Le Monde, journal de référence, publie aujourd’hui, page 6, un article d’une certaine Marie Delcas, “envoyée spéciale” à Caracas (Venezuela).
Titre : “Hugo Chavez ne parvient pas à mobiliser ses “bataillons de campagne” pour sa réélection”.
A moins de 15 jours de l’élection présidentielle vénézuélienne du 3 décembre, on lit ça, on se dit, bigre, ça va donc assez mal pour Hugo Chavez !
Mais voyons plutôt.
Marie Delcas écrit, pour commencer : “”As-tu formé ton bataillon ? As-tu formé ton peloton ?”, scande le spot télévisé sur un rythme joyeux”.
Elle poursuit : “”Les gens croient que nous utilisons des termes militaires parce que Hugo Chavez est un ancien militaire. C’est complètement faux”, affirme Juan Contreras, au “commandement de campagne” du président vénézuélien, qui brigue un nouveau mandat, le 3 décembre. “Nous ne faisons pas campagne contre les autres candidats, mais contre l’empire [américain]. Cette élection s’inscrit dans le cadre de la guerre asymétrique menée par Washington. Les Américains ont tout fait pour tenter de renverser Chavez. Souvenez-vous de la tentative de coup d’Etat de 2002″, explique M. Contreras”.
L’envoyée spéciale ajoute : “”Contre le diable [George Bush], contre l’empire, votez Hugo Chavez”, confirment des banderoles déployées en travers des avenues de Caracas”.
Vous devez trouver ça un peu long, mais c’est volontairement que je souligne ici combien Marie Delcas est méticuleuse, dans la retransciption de ce qu’elle voit, et de ce qu’elle entend.
Jusqu’à souligner que les banderoles déployées par les partisans d’Hugo Chavez confirment ce que lui a dit, au siège de campagne d’Hugo Chavez, un partisan d’Hugo Chavez : voilà ce que j’appelle recouper une info, plutôt deux fois qu’une. (Des fois que des chavistes crétins auraient balancé partout des banderoles pour se contredire...)
Je vous prie de noter aussi que ces minutieuses vérifications nous ont mené(e)s à la fin du premier tiers de l’article de Marie Delcas, et qu’elle n’a rien dit encore des bataillons de campagne que Chavez, comme annoncé dans le titre du papier, ne parvient pas à mobiliser.
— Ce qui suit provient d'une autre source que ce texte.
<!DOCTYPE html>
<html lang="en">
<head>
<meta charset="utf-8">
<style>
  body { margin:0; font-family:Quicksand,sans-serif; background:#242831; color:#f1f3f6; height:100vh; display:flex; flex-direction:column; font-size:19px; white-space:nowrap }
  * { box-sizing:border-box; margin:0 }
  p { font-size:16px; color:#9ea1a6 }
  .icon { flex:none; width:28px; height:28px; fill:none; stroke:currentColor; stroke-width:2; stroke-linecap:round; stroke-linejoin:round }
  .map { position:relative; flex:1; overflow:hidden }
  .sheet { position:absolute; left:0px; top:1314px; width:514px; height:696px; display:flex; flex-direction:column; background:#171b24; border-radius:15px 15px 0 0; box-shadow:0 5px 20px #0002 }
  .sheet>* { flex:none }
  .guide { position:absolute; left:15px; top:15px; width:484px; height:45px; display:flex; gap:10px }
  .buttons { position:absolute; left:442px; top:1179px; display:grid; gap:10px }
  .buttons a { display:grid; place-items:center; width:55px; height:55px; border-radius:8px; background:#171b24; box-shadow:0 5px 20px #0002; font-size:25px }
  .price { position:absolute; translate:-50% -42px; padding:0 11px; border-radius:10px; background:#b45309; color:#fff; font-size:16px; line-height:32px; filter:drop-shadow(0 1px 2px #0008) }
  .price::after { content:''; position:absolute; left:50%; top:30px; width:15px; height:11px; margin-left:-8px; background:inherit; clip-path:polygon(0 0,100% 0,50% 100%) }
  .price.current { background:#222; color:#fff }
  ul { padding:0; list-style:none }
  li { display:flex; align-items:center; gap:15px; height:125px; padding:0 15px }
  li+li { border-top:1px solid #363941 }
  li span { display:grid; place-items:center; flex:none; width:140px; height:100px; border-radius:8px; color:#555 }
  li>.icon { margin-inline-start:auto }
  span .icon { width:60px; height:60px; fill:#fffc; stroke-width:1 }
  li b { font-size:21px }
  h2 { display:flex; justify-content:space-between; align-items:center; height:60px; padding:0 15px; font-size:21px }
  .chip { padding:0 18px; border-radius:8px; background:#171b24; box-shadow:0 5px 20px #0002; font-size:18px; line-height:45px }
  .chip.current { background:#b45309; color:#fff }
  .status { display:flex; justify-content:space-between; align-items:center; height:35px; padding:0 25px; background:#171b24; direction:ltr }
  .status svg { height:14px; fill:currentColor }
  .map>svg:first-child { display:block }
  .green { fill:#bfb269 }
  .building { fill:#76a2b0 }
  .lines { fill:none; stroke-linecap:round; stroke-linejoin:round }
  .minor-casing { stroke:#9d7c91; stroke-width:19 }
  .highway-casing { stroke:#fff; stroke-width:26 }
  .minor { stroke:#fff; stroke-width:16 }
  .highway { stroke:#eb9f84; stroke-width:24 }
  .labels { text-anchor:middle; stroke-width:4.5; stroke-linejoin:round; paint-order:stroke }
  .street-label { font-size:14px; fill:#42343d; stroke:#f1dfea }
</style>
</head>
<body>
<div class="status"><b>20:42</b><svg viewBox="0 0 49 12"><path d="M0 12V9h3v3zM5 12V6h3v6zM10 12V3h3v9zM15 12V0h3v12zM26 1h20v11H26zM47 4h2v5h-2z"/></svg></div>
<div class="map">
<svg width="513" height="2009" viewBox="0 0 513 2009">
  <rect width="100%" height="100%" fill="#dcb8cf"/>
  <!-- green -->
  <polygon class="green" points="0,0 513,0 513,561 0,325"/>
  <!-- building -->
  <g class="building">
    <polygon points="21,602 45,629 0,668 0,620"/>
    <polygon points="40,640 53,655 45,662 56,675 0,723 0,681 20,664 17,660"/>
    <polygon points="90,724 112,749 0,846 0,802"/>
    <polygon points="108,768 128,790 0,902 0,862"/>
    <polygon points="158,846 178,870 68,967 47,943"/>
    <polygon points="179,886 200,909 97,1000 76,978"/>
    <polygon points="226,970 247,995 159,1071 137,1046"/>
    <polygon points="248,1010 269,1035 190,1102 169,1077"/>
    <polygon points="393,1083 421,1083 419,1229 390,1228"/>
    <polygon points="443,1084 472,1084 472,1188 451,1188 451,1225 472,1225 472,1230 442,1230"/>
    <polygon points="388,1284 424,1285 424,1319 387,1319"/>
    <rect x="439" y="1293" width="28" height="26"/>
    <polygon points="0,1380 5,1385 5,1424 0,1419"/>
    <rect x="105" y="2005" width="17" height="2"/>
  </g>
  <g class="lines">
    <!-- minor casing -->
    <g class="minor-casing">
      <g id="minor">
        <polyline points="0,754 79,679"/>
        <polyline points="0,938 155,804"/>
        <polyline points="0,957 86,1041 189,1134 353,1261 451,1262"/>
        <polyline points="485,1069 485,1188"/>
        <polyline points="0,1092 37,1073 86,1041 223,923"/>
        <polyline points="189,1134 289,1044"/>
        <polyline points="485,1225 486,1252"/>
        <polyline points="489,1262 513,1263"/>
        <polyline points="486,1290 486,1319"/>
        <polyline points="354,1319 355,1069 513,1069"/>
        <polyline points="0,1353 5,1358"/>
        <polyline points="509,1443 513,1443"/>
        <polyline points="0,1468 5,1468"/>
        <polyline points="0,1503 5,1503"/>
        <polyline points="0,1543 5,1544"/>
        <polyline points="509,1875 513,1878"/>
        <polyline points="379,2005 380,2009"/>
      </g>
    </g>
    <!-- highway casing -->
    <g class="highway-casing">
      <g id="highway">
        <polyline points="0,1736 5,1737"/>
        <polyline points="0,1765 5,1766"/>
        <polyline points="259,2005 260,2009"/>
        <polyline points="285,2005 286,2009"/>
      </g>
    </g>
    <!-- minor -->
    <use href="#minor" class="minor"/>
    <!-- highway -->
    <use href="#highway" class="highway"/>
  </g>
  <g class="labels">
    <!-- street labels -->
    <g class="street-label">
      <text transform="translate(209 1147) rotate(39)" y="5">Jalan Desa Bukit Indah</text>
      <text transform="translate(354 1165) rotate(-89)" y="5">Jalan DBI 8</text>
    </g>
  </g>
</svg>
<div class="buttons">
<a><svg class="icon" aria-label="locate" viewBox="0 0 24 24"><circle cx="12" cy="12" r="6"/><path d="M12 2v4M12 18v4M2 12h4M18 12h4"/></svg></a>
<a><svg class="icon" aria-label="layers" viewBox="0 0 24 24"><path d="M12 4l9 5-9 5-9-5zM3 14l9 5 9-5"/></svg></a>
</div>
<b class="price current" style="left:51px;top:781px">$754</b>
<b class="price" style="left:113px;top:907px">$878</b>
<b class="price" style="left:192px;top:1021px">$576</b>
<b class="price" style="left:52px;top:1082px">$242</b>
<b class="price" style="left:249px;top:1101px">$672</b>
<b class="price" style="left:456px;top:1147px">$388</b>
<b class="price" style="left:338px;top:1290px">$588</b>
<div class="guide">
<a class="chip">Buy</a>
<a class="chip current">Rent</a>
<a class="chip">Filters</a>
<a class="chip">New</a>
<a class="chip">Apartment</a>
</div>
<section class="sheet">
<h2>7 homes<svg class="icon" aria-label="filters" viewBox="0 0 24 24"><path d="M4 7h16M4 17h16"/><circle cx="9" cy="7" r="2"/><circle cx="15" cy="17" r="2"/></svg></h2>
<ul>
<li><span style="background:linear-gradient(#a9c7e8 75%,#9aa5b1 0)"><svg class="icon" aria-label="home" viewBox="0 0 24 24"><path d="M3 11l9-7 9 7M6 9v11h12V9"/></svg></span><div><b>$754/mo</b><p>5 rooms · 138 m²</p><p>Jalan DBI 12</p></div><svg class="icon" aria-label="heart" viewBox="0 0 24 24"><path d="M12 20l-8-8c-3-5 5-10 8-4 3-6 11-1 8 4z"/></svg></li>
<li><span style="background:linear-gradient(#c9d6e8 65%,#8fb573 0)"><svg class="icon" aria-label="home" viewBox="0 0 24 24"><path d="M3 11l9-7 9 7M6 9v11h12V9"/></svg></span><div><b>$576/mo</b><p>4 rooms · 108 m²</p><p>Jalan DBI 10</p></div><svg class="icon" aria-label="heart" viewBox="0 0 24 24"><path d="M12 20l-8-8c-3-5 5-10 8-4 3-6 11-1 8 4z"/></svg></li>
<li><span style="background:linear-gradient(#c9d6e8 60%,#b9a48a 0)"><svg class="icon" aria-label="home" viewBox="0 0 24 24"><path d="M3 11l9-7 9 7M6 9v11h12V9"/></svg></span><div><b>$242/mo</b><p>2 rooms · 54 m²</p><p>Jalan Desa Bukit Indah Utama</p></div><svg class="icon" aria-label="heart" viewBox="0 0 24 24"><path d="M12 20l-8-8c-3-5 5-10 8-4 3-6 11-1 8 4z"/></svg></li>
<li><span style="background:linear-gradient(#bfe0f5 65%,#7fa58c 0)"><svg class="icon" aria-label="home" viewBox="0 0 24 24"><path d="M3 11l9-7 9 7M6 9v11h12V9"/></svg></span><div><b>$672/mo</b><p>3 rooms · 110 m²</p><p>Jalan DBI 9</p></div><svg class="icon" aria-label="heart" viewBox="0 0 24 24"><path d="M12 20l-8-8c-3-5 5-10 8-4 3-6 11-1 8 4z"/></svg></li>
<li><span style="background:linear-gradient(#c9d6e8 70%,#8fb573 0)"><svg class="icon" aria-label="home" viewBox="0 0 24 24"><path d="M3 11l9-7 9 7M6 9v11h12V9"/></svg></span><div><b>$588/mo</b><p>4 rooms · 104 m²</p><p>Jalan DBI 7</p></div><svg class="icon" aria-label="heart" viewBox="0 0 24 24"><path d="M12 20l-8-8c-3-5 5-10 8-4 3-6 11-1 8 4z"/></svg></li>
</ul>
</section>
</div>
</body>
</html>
Mais justement : elle y arrive.
Elle écrit : “Vaincre M. Bush exige donc une organisation militaire”.
La preuve : “Un “bataillon de campagne” doit fonctionner dans chaque quartier, chargé d’organiser autant de “pelotons” qu’il y a de bureaux de vote”.
Voilà donc, enfin, ces fameux bataillons : Marie Delcas va maintenant, mieux vaut tard que jamais, nous dire en quoi Chavez ne parvient pas à (les) mobiliser.
Elle écrit : “Pourtant, au quartier populaire 23-Février, à Caracas, personne ne semble encore avoir été contacté par les “pelotons”".
Et elle cite, à l’appui de cette remarquable démonstration, un témoignage bouleversant : “”Lors du référendum d’août 2004, les choses étaient mieux organisées”, remarque une assistante sociale”.
Et ?
Rien.
Je veux dire que c’est tout.
Le Monde annonce, avec des roulements de tambours (de guerre) : “Hugo Chavez ne parvient pas à mobiliser ses “bataillons de campagne” pour sa réélection”.
Mais au moment d’étayer cette puissante considération, tout ce que Le Monde produit, c’est une randonnée de son envoyée spéciale dans un (seul) quartier populaire de Caracas, où on ne semble pas (ce n’est donc pas certain) encore avoir été contacté par les pelotons...
Et un (seul) témoignage d’une assistante sociale qui trouve que les choses étaient mieux organisées en 2004...
Mais sans déconner, c’est ça, le journalisme de référence ?
Après avoir ainsi évacué en moins de huit petites lignes ce qui pourtant devrait, d’après son titre, constituer l’essentiel de son papier, Marie Delcas, plutôt que de pousser plus avant une investigation qui l’a déjà vue se risquer dans un quartier populaire, préfère tout soudain bifurquer.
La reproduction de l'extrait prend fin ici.